A human-environment scientist and sustainability scholar, Jianguo (Jack) Liu holds the Rachel Carson Chair in Sustainability, is University Distinguished Professor, and serves as director of the Center for Systems Integration and Sustainability at Michigan State University (MSU). Liu came to MSU after completing his postdoctoral work at Harvard University. He also has been a guest professor at the Chinese Academy of Sciences and a visiting scholar at Stanford (2001-2002), Harvard (2008) and Princeton (2009). Liu takes a holistic approach to addressing complex human-environmental challenges through systems integration (e.g., integration of ecology with social sciences). His broad research interests include coupled human and natural systems; global sustainability; telecouplings (socioeconomic and environmental interactions over distances); conservation; China's environment; and complex interactions among pandas, people, and policies. His work has been published in journals such as Nature and Science, and has been widely covered by the international news media (e.g., The New York Times, BBC, Xinhua News Agency).
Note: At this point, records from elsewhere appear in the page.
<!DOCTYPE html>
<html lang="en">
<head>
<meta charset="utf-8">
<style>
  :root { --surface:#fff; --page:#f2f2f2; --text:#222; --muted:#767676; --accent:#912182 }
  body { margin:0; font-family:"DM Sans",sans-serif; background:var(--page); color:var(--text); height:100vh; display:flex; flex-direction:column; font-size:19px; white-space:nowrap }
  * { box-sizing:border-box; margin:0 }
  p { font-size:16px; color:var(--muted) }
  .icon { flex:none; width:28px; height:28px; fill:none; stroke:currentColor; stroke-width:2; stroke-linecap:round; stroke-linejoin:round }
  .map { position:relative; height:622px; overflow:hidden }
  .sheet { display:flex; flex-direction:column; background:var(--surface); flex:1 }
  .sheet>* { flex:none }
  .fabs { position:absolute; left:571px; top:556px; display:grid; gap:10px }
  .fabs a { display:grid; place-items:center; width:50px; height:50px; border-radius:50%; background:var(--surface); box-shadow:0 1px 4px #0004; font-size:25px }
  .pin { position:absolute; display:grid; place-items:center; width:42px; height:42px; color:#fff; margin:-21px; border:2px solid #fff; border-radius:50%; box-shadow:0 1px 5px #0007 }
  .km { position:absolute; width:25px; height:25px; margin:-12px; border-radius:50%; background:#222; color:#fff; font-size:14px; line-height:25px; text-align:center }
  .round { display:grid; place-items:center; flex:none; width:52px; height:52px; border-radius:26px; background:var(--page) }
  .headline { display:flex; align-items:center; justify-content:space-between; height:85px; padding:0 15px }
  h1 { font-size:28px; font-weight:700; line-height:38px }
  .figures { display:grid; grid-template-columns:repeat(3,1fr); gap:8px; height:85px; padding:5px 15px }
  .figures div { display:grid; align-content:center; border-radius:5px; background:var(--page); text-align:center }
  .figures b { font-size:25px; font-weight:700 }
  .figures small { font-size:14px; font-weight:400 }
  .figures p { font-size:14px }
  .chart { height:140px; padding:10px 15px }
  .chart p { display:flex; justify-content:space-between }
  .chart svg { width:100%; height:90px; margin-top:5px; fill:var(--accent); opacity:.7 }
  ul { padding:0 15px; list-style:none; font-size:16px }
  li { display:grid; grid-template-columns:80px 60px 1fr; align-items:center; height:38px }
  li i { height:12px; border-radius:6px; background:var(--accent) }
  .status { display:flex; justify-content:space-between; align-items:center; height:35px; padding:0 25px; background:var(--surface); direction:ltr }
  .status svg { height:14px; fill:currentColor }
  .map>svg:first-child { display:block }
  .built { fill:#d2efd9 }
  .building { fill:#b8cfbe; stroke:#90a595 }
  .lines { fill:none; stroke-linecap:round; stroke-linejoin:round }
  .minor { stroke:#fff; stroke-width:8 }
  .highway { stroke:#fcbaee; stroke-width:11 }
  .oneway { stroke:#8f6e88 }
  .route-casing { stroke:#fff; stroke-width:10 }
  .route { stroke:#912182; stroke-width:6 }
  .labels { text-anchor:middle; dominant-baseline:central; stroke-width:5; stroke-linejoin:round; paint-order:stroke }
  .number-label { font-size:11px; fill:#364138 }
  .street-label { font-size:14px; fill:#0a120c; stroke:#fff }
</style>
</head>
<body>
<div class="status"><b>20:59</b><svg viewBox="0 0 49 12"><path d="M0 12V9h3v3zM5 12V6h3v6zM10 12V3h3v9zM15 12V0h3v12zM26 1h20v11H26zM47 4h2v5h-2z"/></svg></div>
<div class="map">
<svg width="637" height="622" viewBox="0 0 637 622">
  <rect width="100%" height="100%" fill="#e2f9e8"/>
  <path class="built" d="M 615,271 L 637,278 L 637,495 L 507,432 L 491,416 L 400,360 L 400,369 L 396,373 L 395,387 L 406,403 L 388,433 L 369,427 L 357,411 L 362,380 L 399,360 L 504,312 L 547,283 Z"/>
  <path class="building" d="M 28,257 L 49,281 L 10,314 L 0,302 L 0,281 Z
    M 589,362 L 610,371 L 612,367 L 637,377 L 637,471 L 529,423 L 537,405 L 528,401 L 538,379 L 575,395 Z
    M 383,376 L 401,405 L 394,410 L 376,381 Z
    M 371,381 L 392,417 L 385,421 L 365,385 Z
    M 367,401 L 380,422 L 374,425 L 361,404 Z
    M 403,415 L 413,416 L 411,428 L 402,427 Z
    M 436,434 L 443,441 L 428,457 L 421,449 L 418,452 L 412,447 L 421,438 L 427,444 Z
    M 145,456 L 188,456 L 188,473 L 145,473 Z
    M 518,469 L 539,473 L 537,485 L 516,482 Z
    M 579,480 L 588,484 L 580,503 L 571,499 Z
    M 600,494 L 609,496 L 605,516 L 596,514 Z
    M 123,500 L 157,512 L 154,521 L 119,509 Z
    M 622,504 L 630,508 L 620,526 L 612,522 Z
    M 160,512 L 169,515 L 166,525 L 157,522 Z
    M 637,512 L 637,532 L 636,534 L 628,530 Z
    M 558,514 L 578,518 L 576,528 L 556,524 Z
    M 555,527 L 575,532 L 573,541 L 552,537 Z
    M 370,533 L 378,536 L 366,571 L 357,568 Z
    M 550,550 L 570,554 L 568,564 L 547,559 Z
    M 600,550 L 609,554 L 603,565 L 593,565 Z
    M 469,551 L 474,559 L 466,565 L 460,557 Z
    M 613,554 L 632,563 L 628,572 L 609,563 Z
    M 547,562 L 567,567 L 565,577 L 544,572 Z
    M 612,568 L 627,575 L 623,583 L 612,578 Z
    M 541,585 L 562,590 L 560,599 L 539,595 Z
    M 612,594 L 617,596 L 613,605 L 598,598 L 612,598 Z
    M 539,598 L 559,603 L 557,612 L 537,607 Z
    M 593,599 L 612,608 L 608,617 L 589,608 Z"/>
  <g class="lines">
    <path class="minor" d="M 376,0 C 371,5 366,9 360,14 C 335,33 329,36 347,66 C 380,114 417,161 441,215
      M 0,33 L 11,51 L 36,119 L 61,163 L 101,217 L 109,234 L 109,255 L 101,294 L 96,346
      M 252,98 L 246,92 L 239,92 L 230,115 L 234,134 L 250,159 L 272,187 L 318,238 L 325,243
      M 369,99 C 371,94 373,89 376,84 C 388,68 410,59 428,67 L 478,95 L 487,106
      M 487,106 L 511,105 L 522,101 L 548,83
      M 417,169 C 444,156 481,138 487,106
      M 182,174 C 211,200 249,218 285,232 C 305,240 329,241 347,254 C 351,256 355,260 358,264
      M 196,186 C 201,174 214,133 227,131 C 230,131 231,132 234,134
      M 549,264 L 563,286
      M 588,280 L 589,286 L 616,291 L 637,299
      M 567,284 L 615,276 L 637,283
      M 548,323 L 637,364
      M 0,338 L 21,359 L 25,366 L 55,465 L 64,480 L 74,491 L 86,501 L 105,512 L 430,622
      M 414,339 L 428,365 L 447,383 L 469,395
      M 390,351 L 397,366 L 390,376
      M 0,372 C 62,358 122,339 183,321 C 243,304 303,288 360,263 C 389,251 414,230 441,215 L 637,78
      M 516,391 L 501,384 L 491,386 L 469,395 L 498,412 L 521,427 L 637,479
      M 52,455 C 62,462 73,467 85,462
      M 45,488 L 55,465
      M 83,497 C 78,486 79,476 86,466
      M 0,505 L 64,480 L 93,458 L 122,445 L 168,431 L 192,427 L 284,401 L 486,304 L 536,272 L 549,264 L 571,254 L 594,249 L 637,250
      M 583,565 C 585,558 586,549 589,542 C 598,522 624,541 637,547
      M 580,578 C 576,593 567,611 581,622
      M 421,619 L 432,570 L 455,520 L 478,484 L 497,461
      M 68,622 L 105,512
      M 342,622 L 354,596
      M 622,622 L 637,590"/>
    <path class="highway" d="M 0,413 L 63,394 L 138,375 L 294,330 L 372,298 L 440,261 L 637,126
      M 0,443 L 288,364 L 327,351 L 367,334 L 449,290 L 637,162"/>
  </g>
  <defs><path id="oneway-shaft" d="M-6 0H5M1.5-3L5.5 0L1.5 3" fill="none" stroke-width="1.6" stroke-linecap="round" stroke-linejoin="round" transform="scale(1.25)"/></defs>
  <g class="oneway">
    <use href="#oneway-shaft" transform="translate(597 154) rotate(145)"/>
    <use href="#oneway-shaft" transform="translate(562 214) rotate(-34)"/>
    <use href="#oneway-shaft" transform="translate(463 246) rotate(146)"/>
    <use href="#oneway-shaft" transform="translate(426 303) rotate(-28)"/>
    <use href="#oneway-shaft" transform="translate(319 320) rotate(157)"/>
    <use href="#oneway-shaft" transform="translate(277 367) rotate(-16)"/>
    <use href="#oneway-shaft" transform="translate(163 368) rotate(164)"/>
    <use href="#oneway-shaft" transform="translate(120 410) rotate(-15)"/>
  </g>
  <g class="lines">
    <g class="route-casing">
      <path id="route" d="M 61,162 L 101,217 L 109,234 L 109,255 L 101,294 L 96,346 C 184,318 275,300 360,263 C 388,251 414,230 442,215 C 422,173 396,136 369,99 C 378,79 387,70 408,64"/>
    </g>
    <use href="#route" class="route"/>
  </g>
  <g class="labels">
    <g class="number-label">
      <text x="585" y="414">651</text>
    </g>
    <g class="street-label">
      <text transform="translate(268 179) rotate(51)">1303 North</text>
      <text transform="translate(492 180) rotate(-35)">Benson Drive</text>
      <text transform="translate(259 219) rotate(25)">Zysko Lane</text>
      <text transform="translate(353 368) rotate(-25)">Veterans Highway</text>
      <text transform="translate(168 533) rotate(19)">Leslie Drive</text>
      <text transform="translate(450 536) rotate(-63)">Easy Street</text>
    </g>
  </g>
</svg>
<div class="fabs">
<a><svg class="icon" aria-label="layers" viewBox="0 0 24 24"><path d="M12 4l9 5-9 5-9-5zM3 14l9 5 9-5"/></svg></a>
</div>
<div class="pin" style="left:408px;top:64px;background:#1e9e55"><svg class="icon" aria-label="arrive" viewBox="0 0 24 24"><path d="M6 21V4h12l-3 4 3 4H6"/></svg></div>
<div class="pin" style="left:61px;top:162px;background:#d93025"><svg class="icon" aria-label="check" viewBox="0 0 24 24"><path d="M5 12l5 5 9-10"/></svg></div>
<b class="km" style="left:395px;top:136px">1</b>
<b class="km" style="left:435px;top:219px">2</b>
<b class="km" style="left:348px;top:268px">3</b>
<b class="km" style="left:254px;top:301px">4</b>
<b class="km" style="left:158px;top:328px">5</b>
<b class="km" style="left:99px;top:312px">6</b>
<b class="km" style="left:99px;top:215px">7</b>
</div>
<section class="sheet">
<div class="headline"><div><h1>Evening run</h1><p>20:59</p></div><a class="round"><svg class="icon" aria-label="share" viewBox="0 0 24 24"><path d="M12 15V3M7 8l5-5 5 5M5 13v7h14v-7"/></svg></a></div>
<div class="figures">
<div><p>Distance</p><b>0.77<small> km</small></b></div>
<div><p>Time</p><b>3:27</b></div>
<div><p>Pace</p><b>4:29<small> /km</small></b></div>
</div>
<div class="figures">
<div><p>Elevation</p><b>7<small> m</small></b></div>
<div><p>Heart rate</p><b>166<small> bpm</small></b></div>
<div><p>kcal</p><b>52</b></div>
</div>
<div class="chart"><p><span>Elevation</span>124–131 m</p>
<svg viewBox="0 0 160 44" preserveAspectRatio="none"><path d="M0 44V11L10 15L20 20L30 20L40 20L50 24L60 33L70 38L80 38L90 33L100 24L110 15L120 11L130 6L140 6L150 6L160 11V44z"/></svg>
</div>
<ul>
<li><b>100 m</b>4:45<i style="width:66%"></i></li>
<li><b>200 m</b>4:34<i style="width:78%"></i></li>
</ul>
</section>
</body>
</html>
Liu has served on various international and national committees. He is a past president of the U.S. Regional Association of the International Association for Landscape Ecology (US-IALE). He also is a member of the Board of Reviewing Editors for Science magazine and leads the International Network of Research on Coupled Human and Natural Systems (CHANS-Net.org). In recognition of his efforts and achievements in research and service, Liu has been given many awards and honors. They include the Guggenheim Fellowship Award, Fellow of the American Association for the Advancement of Science (AAAS), Fellow of the American Academy of Arts & Sciences, the CAREER Award from the National Science Foundation, the Distinguished Service Award from US-IALE, the Aldo Leopold Leadership Fellowship from the Ecological Society of America, and the 2021 Gunnerus Sustainability Prize.